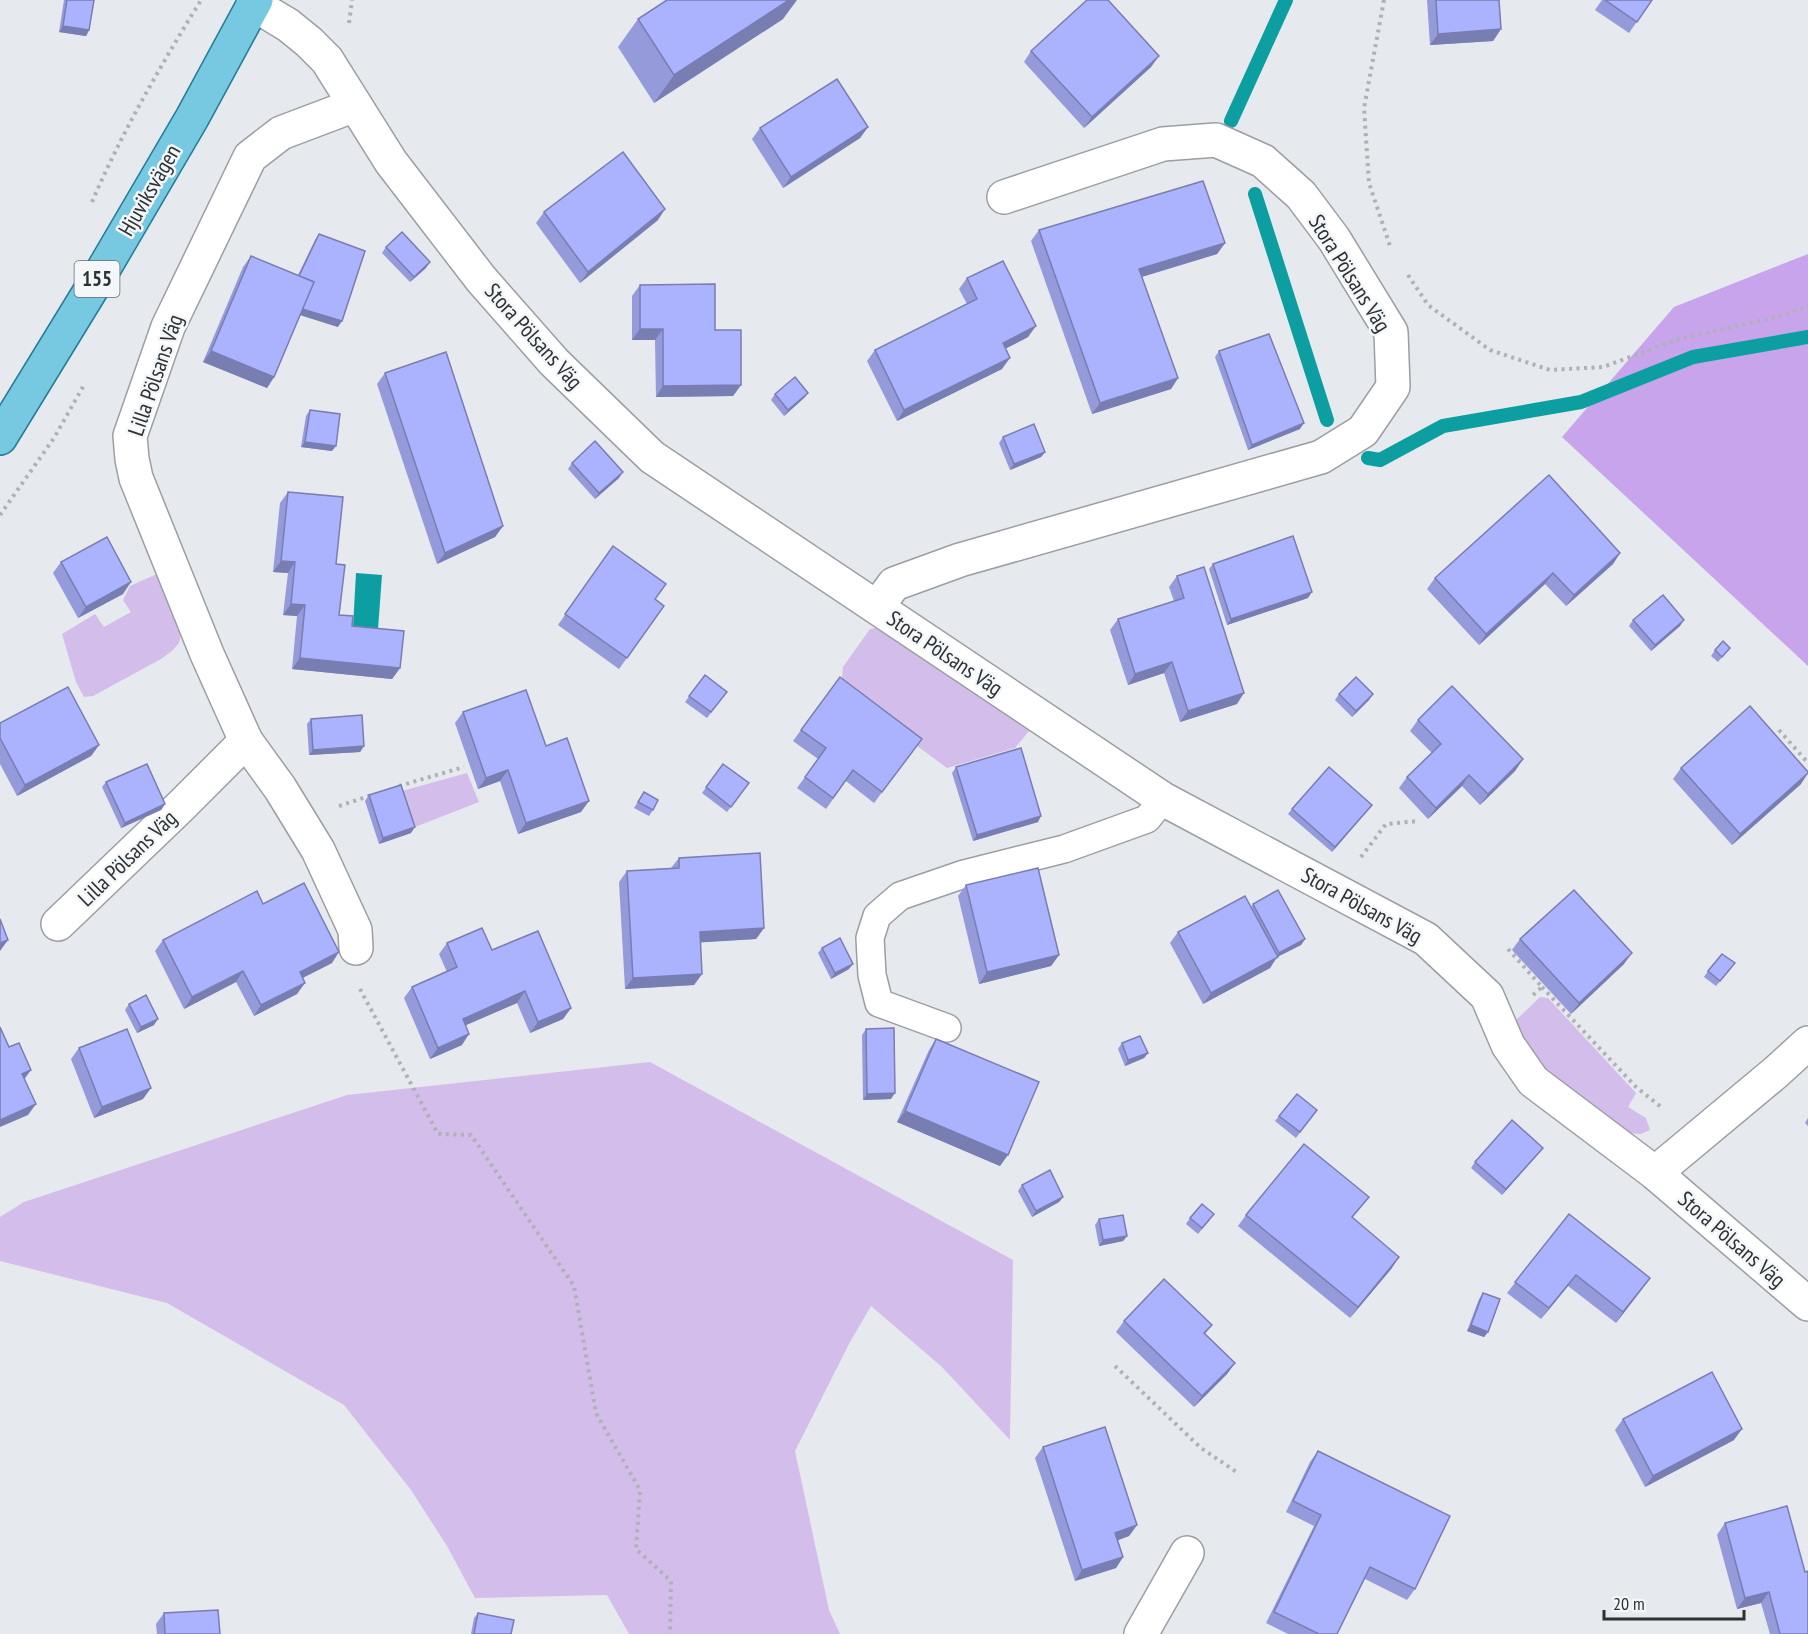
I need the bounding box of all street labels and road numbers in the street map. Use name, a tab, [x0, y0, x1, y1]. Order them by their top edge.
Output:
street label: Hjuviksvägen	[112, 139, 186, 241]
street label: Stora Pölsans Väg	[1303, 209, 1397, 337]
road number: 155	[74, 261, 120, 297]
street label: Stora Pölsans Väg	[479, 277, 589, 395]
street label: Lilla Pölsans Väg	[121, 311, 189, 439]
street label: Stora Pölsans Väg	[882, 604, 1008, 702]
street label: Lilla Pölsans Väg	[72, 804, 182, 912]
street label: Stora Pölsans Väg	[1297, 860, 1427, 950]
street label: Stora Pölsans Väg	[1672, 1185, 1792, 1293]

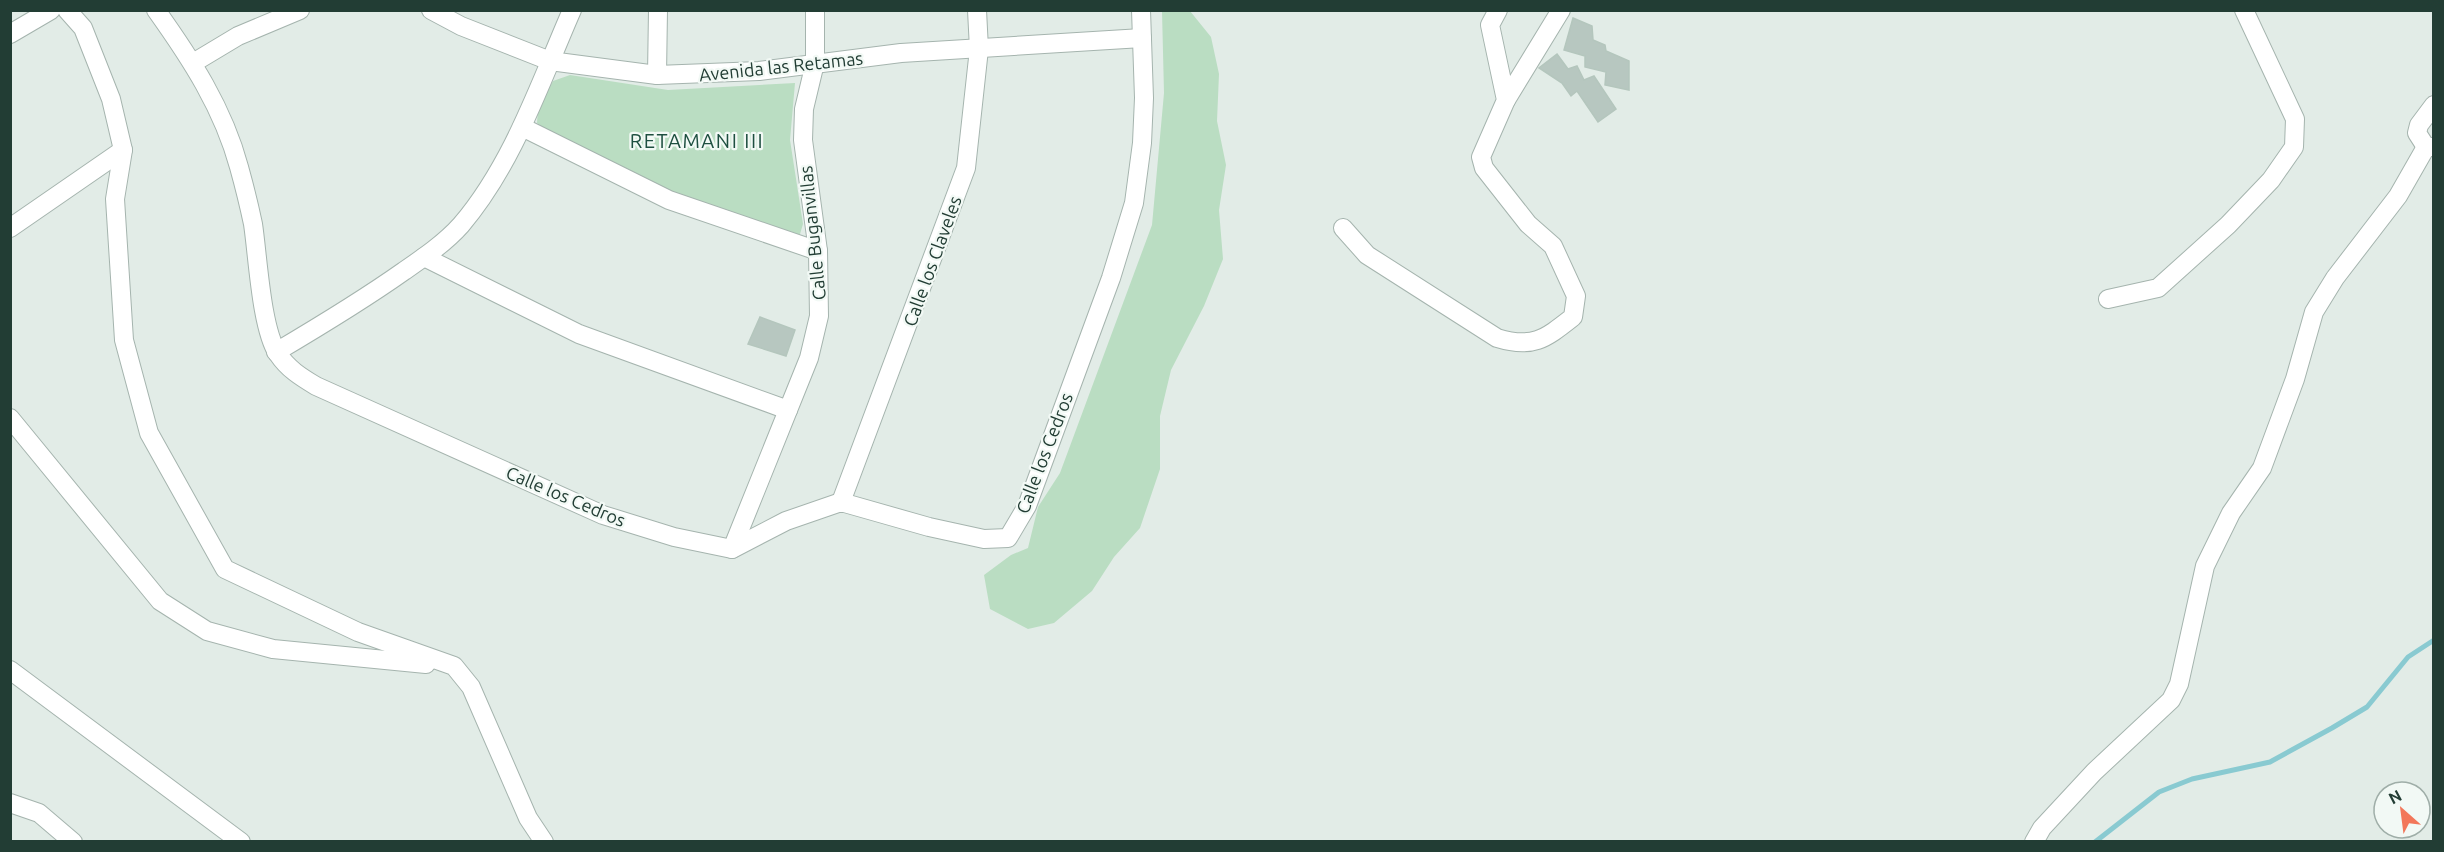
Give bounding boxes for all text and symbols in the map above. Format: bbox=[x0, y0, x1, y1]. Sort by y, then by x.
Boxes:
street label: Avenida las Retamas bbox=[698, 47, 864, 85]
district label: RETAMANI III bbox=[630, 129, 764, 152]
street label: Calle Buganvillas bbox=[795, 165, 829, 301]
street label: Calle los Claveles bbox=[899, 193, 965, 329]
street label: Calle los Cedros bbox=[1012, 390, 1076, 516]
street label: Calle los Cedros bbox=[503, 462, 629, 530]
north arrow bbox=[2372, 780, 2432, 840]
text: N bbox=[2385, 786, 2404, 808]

_Your objective_: The answer consists of the line holding "Give bounding boxes" and every line after it up to the end of the records, word for word.

_Response_:
Give bounding boxes for all text and symbols in the map above. Format: bbox=[x0, y0, x1, y1]. Sort by y, then by x.
Boxes:
street label: Avenida las Retamas bbox=[698, 47, 864, 85]
district label: RETAMANI III bbox=[630, 129, 764, 152]
street label: Calle Buganvillas bbox=[795, 165, 829, 301]
street label: Calle los Claveles bbox=[899, 193, 965, 329]
street label: Calle los Cedros bbox=[1012, 390, 1076, 516]
street label: Calle los Cedros bbox=[503, 462, 629, 530]
north arrow bbox=[2372, 780, 2432, 840]
text: N bbox=[2385, 786, 2404, 808]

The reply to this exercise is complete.